■ What is being asked
Starting at the first line of the records and stopping at the line that contains "filter:drop-shadow(0 0 2px", transcribe every line exactly and leave out the pictures.

*** Opening of The input ***

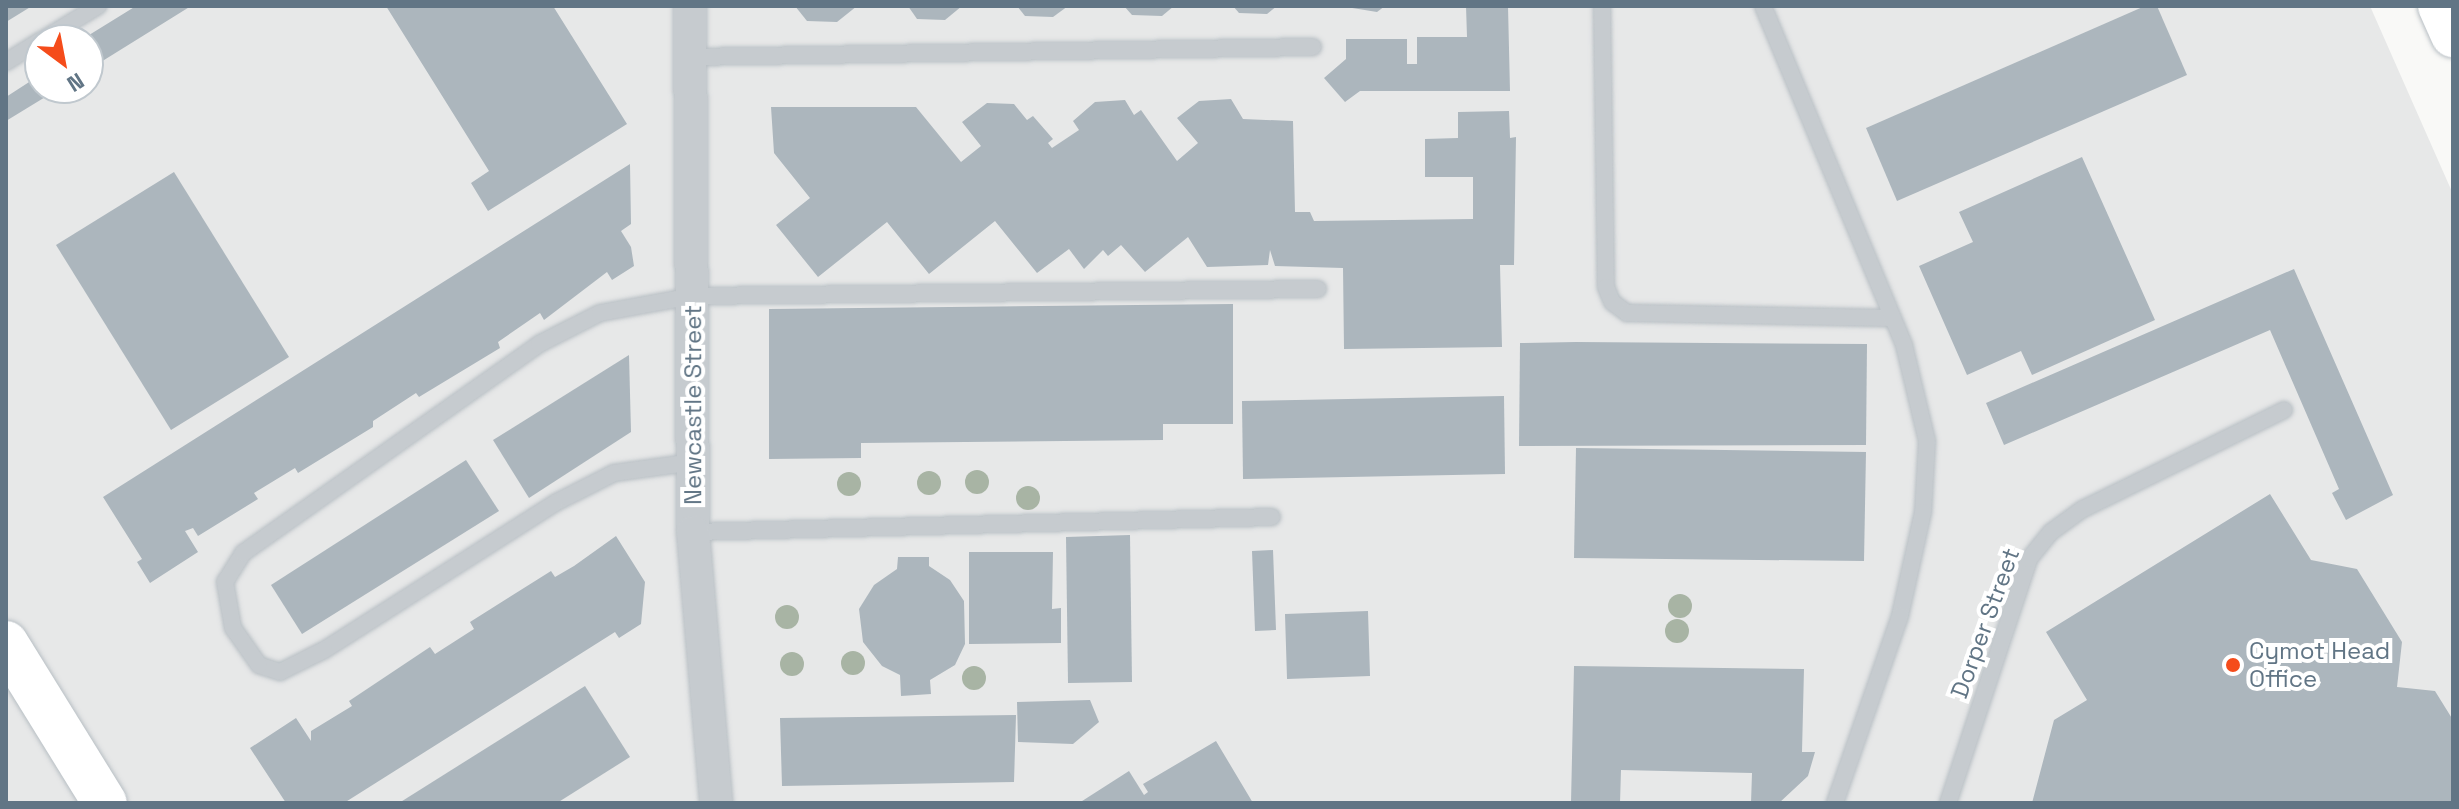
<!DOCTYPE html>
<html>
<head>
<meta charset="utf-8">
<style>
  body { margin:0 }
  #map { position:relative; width:2459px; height:809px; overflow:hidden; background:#f9f9f7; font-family:"Space Grotesk",sans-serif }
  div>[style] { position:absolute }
  .built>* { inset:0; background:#e7e8e8 }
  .building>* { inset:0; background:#acb6bd }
  .roads { filter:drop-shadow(0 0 2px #b8bfc4) drop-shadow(0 0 2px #b8bfc4) }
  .lane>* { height:16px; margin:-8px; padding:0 8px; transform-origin:8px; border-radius:8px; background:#c6cbcf }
  .street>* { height:32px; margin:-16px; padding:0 16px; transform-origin:16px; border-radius:16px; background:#c6cbcf }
  .secondary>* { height:44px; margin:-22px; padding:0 22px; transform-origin:22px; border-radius:22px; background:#fff }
  .highway>* { height:44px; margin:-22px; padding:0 22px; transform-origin:22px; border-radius:22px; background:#fff }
  .trees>* { width:24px; height:24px; margin:-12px; border-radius:50%; background:#a8b4a4 }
  .dots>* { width:22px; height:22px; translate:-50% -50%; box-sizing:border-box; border:4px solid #fff; border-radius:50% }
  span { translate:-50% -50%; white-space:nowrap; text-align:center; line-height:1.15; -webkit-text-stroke:8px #fff; paint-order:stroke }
  .street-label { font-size:24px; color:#617585 }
  .poi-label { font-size:24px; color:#617585 }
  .left { translate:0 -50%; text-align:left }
  .frame { position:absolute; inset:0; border:8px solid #617585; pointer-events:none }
  .north { position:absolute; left:24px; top:24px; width:80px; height:80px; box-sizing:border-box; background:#fff; border:2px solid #c0c8ce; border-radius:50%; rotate:148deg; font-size:22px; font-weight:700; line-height:32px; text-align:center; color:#617585 }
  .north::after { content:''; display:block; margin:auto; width:28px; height:36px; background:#f54c1b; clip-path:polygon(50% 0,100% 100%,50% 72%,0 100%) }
</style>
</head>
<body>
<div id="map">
  <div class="built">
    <i style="clip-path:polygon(evenodd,6px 6px,2370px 6px,2453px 194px,2453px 803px,6px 803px,6px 6px,40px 40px,88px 40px,88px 88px,40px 88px,40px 40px)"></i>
  </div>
  <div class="building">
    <i style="clip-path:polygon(6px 6px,32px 6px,6px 22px)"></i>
    <i style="clip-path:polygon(136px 6px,191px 6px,88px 70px,88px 40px,81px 40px)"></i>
    <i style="clip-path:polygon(386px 6px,553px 6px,627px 124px,488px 211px,471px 183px,489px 171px)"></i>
    <i style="clip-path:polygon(795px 6px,857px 6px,837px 22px,807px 21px)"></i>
    <i style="clip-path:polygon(908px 6px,962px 6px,945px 20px,917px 19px)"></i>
    <i style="clip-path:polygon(1017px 6px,1068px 6px,1053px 17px,1025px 16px)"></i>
    <i style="clip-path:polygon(1124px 6px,1174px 6px,1162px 16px,1132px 15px)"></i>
    <i style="clip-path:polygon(1233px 6px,1277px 6px,1267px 14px,1239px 13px)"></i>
    <i style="clip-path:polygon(1340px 6px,1385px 6px,1377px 12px)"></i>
    <i style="clip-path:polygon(1466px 6px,1508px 6px,1510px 91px,1360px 91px,1345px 102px,1324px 78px,1346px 59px,1346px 39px,1407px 39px,1407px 64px,1417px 64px,1417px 37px,1467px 37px)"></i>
    <i style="clip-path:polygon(2145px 6px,2157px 6px,2187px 75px,1897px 201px,1866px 128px)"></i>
    <i style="clip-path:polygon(40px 75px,40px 88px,60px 88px,6px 121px,6px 97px)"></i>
    <i style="clip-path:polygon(1231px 99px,1243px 119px,1293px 121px,1295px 212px,1310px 212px,1314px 221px,1473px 219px,1473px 177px,1425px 177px,1425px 139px,1458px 138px,1458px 112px,1509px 111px,1510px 138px,1516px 137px,1514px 265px,1500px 265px,1502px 347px,1344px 349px,1343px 268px,1275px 266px,1270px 250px,1268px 265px,1207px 267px,1188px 237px,1145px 272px,1121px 245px,1108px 256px,1103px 250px,1084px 269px,1069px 249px,1037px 273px,995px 221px,929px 274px,887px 222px,818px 277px,776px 225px,810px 198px,774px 153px,771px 107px,916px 107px,961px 162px,981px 146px,962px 122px,987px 103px,1014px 104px,1027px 120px,1033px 116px,1053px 139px,1048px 143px,1052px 148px,1079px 130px,1073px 121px,1095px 102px,1125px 100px,1134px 115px,1141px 110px,1177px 161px,1198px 143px,1177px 118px,1199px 101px)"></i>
    <i style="clip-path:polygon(2082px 157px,2155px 320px,2032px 375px,2021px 351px,1967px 375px,1919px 266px,1973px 242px,1959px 212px)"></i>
    <i style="clip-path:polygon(630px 164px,631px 224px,621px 231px,631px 247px,634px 266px,612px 280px,607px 272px,544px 320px,540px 313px,498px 342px,500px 348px,419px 397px,416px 393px,373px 421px,373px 427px,298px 473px,295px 468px,254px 493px,258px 499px,198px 536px,193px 528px,185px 531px,198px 552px,150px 583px,137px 562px,142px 559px,103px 497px)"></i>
    <i style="clip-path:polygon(174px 172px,289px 357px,171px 430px,56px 245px)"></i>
    <i style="clip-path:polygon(2294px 269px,2393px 495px,2346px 520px,2332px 493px,2339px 489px,2270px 330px,2004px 445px,1986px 403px)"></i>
    <i style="clip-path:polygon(1233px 304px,1233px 424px,1163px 424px,1163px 440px,861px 443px,861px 458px,769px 459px,769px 309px)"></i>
    <i style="clip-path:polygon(1576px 342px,1867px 344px,1866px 445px,1519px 446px,1520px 343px)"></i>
    <i style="clip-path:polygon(629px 355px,631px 432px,529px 498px,493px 440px)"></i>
    <i style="clip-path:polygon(1504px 396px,1505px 474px,1243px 479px,1242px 401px)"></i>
    <i style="clip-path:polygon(1576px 448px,1866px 452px,1864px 561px,1574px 558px)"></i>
    <i style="clip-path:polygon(466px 460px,499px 511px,302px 634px,271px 585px)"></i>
    <i style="clip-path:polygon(2270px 494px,2311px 560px,2357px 569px,2402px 642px,2397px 687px,2435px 691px,2453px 720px,2453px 803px,2032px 803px,2054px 720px,2087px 700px,2046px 632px)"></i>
    <i style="clip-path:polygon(1130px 535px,1132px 682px,1068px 683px,1066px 537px)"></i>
    <i style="clip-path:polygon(616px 536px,645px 582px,641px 624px,619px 638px,615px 632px,344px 803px,286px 803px,250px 748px,296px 718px,311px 741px,311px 731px,352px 706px,349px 701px,430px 647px,435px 654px,474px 629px,470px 622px,551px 571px,555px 577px,574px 566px)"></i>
    <i style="clip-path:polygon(1273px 550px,1276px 630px,1255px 631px,1252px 551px)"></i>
    <i style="clip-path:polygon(969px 552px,1053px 552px,1052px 609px,1061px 608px,1061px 643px,969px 644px)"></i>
    <i style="clip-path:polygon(898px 557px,929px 557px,929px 566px,950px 580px,964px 601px,965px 644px,955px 665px,930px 680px,931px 694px,901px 696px,900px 675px,882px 666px,863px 642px,859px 609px,874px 585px,897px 569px)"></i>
    <i style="clip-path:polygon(1368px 611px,1370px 676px,1287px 679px,1285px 614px)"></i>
    <i style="clip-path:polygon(1574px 666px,1804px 669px,1802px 752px,1815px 752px,1808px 776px,1779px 803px,1751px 803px,1752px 773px,1621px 770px,1620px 803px,1571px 803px)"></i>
    <i style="clip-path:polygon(585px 686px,630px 757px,557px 803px,399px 803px)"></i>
    <i style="clip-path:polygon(1090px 700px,1099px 722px,1073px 744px,1018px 742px,1017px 702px)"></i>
    <i style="clip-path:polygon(1016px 715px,1014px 782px,782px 786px,780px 718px)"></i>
    <i style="clip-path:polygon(1216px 741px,1253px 803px,1079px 803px,1129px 771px,1144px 795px,1148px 792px,1143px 784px)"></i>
  </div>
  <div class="roads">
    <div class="lane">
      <i style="left:1602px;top:6px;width:281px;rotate:89.2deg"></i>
      <i style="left:1606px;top:287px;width:16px;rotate:68deg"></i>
      <i style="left:1612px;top:302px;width:19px;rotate:36deg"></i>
      <i style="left:1627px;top:313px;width:265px;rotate:1.1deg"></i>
      <i style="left:1763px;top:6px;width:367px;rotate:67.4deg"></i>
      <i style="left:1904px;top:345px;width:99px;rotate:76.5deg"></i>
      <i style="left:1927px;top:441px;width:71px;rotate:93.2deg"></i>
      <i style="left:1923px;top:512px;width:107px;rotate:102.5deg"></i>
      <i style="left:1900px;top:616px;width:198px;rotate:109.2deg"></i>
      <i style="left:42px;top:40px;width:66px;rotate:-31.3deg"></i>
      <i style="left:689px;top:57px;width:624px;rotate:-0.92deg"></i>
      <i style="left:6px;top:62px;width:40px;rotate:-32deg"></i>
      <i style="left:694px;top:462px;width:81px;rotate:172.2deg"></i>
      <i style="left:614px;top:473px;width:66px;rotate:153deg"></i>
      <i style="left:555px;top:503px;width:274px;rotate:147.5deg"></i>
      <i style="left:324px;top:650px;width:49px;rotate:153.4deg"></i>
      <i style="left:280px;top:672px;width:22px;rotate:-162deg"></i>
      <i style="left:259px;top:665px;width:45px;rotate:-125.1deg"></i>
      <i style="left:233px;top:628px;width:47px;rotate:-99.9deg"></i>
      <i style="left:225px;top:582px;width:34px;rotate:-58deg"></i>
      <i style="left:243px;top:553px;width:362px;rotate:-35.2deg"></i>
      <i style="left:539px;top:344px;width:68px;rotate:-26.9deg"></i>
      <i style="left:600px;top:313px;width:95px;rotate:-10.4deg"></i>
      <i style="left:693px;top:296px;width:625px;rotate:-0.64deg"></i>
      <i style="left:693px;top:532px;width:579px;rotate:-1.48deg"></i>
      <i style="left:1948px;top:803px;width:257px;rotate:-71.6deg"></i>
      <i style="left:2029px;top:559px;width:35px;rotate:-51deg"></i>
      <i style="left:2051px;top:532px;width:39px;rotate:-36deg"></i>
      <i style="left:2083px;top:509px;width:224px;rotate:-26.2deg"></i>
    </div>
    <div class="street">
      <i style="left:690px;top:6px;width:526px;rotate:89.67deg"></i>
      <i style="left:693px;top:532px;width:272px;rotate:85.1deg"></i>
    </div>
    <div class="secondary">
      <i style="left:6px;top:643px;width:188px;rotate:58.3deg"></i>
    </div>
    <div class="highway">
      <i style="left:2440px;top:6px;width:32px;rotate:66deg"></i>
    </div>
  </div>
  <div class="trees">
    <i style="left:977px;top:482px"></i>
    <i style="left:929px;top:483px"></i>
    <i style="left:849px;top:484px"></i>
    <i style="left:1028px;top:498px"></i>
    <i style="left:1680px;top:606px"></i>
    <i style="left:787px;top:617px"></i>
    <i style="left:1677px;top:631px"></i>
    <i style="left:853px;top:663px"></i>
    <i style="left:792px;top:664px"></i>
    <i style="left:974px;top:678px"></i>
  </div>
  <div class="dots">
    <i style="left:2233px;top:665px;background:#f54c1b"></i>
  </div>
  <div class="street-label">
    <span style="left:693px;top:405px;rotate:-90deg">Newcastle Street</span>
    <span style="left:1985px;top:623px;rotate:-70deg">Dorper Street</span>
  </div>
  <div class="poi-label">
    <span class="left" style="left:2249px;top:665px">Cymot Head<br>Office</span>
  </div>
  <div class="frame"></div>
  <div class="north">N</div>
</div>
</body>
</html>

*** Close of The input ***

■ Written reply
<!DOCTYPE html>
<html>
<head>
<meta charset="utf-8">
<style>
  body { margin:0 }
  #map { position:relative; width:2459px; height:809px; overflow:hidden; background:#f9f9f7; font-family:"Space Grotesk",sans-serif }
  div>[style] { position:absolute }
  .built>* { inset:0; background:#e7e8e8 }
  .building>* { inset:0; background:#acb6bd }
  .roads { filter:drop-shadow(0 0 2px #b8bfc4) drop-shadow(0 0 2px #b8bfc4) }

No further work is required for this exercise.